Saved entries:
+ + + +

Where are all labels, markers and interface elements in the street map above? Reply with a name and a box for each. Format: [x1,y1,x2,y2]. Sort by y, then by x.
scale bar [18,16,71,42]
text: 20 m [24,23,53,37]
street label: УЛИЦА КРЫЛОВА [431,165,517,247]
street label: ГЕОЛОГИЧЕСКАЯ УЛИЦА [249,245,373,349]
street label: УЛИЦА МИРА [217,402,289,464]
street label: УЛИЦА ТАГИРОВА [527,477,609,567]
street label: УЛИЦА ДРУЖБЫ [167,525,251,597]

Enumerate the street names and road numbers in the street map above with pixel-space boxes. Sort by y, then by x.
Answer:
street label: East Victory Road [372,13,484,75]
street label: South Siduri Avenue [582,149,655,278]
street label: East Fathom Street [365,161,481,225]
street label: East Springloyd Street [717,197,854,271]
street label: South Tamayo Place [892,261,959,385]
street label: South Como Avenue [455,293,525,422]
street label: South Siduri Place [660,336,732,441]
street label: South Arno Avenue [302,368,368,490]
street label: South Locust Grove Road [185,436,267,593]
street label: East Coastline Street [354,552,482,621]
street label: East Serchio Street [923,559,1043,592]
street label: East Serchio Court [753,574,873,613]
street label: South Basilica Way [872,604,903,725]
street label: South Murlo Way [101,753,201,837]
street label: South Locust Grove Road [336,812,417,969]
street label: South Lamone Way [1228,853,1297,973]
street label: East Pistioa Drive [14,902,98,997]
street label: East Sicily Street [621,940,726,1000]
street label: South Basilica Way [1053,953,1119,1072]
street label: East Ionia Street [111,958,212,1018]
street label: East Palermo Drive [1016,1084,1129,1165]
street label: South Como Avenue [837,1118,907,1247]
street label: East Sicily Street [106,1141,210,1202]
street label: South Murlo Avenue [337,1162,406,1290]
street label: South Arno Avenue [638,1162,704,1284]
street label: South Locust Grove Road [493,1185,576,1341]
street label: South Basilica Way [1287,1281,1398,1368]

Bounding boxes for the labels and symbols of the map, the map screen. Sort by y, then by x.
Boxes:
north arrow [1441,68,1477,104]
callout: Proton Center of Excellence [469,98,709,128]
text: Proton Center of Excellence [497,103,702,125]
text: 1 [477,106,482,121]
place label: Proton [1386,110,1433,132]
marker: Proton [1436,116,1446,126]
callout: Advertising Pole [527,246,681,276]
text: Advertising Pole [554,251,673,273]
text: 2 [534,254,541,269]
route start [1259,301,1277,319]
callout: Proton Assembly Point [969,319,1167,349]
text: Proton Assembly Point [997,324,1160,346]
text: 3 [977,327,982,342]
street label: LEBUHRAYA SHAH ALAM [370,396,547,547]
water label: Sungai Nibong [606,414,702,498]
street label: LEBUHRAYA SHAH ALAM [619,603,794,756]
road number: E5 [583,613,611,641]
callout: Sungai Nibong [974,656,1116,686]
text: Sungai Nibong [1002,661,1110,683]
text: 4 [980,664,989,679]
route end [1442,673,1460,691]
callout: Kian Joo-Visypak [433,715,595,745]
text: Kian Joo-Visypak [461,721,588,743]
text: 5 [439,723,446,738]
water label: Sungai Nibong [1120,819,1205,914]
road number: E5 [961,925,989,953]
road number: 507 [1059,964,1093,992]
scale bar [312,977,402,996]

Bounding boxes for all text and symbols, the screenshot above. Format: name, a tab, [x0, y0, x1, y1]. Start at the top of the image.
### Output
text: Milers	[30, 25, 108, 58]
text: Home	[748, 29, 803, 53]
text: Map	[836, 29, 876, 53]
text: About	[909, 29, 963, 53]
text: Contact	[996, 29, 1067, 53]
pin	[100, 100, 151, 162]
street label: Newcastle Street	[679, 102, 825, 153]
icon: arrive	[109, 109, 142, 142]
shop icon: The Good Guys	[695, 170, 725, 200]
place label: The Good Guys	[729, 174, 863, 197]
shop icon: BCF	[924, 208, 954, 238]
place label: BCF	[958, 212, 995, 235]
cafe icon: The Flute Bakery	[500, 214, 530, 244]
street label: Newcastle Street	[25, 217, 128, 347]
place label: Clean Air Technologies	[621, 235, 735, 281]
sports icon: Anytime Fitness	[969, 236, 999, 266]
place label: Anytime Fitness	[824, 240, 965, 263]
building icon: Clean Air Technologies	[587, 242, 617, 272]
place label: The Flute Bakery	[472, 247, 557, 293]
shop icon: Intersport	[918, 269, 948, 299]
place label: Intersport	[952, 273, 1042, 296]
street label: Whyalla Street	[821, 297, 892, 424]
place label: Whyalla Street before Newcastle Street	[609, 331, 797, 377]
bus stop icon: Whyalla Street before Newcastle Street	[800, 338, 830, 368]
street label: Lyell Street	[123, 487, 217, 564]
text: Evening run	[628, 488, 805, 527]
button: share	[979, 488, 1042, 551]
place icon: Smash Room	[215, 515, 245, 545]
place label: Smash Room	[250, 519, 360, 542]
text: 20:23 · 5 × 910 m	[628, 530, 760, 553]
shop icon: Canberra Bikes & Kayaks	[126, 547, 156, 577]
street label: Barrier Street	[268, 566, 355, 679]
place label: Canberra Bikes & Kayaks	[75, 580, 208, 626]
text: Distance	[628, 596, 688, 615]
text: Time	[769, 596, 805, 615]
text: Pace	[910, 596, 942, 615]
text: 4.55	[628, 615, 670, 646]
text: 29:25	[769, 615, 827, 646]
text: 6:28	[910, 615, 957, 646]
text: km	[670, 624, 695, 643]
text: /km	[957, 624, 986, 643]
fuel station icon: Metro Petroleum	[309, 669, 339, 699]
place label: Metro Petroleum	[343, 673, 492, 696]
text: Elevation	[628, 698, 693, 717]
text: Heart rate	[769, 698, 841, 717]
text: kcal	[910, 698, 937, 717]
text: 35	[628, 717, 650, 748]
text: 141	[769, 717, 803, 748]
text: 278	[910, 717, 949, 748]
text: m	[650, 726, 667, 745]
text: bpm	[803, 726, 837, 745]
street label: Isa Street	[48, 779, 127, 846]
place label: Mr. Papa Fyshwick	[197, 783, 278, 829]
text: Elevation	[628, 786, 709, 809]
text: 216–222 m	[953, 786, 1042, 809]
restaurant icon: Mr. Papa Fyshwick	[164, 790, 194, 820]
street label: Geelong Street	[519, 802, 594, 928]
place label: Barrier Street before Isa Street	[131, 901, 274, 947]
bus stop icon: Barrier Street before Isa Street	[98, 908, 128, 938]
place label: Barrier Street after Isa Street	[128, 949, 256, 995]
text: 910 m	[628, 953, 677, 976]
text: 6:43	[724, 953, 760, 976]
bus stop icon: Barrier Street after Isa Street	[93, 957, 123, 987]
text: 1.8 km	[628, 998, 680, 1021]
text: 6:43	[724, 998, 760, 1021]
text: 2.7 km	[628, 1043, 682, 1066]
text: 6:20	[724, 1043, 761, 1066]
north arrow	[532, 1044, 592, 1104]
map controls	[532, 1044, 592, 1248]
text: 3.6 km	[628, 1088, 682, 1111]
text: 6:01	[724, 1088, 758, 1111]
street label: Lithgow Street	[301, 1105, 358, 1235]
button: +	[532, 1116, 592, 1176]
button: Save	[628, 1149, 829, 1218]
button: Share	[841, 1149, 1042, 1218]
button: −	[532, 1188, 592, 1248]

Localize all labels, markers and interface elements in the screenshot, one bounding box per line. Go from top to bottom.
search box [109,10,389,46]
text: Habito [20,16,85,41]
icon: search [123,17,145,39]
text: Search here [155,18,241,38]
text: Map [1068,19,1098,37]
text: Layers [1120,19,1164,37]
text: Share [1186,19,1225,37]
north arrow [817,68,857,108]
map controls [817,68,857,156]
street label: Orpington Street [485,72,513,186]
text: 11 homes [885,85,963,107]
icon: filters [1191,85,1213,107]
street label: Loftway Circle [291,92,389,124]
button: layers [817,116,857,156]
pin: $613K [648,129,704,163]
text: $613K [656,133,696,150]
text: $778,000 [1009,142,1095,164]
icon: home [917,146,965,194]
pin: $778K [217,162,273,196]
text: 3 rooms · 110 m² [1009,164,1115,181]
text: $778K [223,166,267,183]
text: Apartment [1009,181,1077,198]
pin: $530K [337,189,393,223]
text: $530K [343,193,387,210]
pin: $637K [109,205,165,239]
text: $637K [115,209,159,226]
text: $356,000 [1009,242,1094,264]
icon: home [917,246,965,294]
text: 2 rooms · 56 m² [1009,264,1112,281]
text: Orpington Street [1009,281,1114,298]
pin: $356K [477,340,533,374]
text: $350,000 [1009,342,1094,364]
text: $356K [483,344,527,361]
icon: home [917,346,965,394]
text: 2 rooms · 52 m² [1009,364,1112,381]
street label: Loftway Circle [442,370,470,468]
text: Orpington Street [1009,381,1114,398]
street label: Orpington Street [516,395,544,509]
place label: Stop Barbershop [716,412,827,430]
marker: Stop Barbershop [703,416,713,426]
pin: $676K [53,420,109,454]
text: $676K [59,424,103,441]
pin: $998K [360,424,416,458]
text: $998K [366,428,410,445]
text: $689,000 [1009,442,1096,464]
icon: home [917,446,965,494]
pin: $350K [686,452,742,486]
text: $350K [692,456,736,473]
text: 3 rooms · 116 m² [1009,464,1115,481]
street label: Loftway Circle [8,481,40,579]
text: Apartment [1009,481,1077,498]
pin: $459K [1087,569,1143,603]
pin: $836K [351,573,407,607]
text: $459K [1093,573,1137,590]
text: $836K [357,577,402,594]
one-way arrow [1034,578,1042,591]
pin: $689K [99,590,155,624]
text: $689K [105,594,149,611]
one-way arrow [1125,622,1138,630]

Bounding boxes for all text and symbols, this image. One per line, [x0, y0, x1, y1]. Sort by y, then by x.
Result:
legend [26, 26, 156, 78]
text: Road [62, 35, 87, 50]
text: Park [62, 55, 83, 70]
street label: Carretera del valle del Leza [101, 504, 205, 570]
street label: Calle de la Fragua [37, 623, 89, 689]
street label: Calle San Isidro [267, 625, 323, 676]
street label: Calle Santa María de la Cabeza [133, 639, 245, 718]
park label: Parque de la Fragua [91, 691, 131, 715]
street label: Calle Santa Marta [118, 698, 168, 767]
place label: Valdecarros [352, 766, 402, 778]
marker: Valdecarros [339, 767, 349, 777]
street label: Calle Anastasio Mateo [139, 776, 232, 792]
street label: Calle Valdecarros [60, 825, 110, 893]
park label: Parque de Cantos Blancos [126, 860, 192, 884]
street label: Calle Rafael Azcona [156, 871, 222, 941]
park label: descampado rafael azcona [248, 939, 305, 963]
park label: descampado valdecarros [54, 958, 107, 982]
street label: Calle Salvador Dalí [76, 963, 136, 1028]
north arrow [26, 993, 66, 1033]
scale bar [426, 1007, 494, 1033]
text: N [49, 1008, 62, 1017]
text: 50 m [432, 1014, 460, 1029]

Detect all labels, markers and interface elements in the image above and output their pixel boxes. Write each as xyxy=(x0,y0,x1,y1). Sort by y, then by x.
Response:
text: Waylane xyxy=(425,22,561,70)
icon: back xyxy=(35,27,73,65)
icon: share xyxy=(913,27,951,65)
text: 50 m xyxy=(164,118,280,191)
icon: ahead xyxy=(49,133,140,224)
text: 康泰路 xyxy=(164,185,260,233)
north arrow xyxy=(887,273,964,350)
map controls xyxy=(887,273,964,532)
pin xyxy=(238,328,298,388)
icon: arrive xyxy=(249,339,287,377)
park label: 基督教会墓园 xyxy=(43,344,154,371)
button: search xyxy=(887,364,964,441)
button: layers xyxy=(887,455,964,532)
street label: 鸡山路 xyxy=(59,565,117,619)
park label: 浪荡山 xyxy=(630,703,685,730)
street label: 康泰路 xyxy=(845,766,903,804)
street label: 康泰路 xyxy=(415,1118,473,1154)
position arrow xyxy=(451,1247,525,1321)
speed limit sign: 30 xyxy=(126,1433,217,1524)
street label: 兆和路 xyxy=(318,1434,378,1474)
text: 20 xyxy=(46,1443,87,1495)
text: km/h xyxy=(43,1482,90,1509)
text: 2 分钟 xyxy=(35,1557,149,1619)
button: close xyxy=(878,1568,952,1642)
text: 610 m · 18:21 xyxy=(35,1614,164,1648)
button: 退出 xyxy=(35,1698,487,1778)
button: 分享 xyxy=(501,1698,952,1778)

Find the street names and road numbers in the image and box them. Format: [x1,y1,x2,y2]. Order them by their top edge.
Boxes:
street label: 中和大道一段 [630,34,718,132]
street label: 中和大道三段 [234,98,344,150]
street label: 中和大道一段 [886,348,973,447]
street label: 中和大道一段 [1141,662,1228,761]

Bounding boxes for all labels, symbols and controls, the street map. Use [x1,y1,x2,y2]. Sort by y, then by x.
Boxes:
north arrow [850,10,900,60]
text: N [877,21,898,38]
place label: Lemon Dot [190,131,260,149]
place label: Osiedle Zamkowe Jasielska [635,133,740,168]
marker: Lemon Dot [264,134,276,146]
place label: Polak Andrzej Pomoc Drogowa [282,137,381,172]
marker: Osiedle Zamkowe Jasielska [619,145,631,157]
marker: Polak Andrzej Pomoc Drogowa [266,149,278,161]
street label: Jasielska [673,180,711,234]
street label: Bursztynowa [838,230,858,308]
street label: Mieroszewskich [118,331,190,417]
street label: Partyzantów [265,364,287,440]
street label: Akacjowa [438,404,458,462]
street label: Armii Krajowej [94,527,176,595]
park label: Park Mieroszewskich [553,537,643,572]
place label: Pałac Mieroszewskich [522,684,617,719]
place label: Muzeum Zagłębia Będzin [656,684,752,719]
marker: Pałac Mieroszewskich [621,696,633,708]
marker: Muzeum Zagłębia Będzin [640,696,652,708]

+ + + +

• _Task_: Filter the entries above and keep only the lines with the word "image".

• _Task result_:
Bounding boxes for all text and symbols, the screenshot above. Format: name, a tab, [x0, y0, x1, y1]. Start at the top of the image.
Bounding boxes for all text and symbols, this image. One per line, [x0, y0, x1, y1]. Sort by y, then by x.
Detect all labels, markers and interface elements in the image above and output their pixel boxes. Write each as xyxy=(x0,y0,x1,y1). Sort by y, then by x.
Find the street names and road numbers in the image and box them. Format: [x1,y1,x2,y2]. Order them by their top edge.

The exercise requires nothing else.